To unify performance testing, we wanted to apply identical tree and building models to both systems. For trees, a mobile SpeedTree model was used, which included just about 1000 polygons and made it possible to well estimate how small increments in the displayed triangles affect the frame rate. For animated buildings, we couldn't find a model for them that would work with both engines, so we used two different models. Both were sized for just over 16,000 polygons each and had nearly identical material settings. We turned off levels of detail (LOD) completely so that in both options the same number of triangles are displayed at any distance from the camera. The benchmark was designed not only to reflect the performance differences between the two engines, but also to show the difference in rendering quality. I also had to keep a close eye on the standard Unreal Engine shaders. Noticing that Unreal was clearly looking better, we found that there were a number of shaders in the camera that were expensive in terms of performance. After turning them off, the scene visually remained almost unchanged. Lighting was a very different problem, so it took us a while to get it right.
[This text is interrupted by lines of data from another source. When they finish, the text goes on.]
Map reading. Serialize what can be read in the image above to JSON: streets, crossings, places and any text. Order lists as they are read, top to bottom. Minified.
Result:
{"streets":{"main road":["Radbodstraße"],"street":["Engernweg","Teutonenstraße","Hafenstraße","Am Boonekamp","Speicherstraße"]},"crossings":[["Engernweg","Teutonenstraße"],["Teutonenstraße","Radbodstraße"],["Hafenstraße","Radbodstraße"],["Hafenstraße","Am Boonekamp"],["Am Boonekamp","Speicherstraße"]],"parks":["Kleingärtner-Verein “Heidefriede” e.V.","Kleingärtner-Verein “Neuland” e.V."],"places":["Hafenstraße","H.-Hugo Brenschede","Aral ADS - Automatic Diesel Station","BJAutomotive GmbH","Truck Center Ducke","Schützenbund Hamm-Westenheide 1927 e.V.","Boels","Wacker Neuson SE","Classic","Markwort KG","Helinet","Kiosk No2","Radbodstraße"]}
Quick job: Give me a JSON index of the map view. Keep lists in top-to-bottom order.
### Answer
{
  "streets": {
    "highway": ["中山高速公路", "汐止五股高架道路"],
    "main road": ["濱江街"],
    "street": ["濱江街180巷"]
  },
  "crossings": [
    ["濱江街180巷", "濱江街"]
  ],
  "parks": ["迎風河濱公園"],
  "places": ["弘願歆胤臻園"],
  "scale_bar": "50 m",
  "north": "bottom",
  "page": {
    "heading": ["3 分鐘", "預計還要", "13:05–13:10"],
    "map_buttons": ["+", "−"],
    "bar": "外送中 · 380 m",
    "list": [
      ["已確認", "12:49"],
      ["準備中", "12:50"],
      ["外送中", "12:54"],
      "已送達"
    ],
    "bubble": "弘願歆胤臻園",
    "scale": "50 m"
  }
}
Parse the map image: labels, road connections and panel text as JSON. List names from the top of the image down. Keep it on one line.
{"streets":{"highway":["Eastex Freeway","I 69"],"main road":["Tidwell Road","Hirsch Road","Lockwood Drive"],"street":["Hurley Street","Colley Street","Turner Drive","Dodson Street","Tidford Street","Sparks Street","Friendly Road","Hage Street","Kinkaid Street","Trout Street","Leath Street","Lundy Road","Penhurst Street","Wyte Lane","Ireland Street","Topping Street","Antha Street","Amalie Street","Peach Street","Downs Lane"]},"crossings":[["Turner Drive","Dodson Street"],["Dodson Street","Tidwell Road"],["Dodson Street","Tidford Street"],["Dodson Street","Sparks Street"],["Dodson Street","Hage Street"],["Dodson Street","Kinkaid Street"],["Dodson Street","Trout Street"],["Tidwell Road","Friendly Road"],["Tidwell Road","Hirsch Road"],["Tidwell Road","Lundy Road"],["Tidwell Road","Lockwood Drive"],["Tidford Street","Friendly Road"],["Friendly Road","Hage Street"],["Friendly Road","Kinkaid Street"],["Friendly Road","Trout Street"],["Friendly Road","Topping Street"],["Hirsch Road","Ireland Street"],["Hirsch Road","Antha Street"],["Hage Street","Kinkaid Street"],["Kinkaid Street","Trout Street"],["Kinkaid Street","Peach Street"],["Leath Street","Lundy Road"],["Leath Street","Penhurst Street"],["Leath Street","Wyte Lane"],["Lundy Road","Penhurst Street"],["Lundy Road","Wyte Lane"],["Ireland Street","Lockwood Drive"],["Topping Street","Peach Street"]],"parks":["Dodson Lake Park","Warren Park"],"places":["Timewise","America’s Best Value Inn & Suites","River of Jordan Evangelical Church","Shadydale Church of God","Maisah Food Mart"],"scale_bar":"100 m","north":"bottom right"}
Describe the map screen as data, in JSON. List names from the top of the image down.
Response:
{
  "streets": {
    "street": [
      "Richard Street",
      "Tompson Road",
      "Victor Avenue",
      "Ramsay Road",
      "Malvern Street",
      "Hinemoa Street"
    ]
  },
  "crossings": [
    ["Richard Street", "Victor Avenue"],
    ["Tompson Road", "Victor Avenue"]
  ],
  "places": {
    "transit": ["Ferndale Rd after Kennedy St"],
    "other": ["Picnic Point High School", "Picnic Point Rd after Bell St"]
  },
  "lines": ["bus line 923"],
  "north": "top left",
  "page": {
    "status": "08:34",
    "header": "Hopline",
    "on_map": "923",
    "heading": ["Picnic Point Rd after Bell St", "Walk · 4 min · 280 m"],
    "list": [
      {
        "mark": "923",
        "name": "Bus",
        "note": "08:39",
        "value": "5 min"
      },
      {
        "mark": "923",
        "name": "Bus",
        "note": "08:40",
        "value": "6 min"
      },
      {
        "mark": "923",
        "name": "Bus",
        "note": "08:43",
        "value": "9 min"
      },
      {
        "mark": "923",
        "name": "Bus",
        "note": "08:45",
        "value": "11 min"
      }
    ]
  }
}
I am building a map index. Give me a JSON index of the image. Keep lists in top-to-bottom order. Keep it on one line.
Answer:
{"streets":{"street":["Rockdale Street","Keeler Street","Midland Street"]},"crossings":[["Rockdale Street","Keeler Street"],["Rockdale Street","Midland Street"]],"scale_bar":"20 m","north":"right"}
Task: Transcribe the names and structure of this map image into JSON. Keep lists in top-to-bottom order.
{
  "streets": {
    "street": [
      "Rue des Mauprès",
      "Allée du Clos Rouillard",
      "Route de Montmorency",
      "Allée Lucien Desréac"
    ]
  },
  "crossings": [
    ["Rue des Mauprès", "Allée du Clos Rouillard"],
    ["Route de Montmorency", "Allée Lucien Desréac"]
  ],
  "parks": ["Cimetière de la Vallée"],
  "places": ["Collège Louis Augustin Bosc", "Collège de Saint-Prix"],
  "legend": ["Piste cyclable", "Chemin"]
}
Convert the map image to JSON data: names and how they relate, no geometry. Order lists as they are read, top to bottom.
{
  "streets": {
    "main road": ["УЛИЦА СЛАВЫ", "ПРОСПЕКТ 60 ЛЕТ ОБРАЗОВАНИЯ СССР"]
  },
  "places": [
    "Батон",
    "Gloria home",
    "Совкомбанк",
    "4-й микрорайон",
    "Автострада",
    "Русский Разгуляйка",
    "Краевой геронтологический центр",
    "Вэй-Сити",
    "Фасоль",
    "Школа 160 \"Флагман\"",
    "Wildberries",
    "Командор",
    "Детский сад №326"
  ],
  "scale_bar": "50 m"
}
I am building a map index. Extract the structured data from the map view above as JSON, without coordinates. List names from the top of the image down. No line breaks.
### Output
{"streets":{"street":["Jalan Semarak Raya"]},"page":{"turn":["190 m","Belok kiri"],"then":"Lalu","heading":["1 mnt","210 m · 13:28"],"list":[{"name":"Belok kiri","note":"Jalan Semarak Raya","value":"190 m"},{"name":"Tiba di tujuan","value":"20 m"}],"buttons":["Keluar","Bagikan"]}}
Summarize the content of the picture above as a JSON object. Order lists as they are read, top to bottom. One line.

The customers were interested not only in rendering tests, but also in what the impressions of development on the first and second engines would be like. After all, what's the point of performance if you don't have time to write the game on time. To capture these impressions, we compared factors such as build time, available documentation, the complexity of deploying in a mobile environment, and the complexity of iterating over the code. We believed that it was precisely on these indicators that Unity would be stronger (as a flagship in the field of mobile game development).
Unity project
Prototype in Unity. There are 200 trees on the map
Good
- The core elements of Unity are Objects ("GameObject") and Components ("MonoBehaviour"). Once you have mastered this concept, you can already work with Unity. If used correctly, this system can significantly improve the organization of a project.
- Unity includes many components that provide you with everything you need to create a game - apart from the game logic itself. As stated above, a component can be as small as the Plane (not available in Unreal), which we used to generate the mesh. The latest additions to the engine are the "UI" and "Layout" components, which provide powerful and scalable graphical user interfaces.
- The editor can be extended with your own scripts, in addition, the Asset Store has tons of resources for all occasions. The Asset Store also contains many useful scripts, material models, and more. These will be especially useful for prototyping - you can simply load everything you need as temporary resources and use it as a handy simulation model.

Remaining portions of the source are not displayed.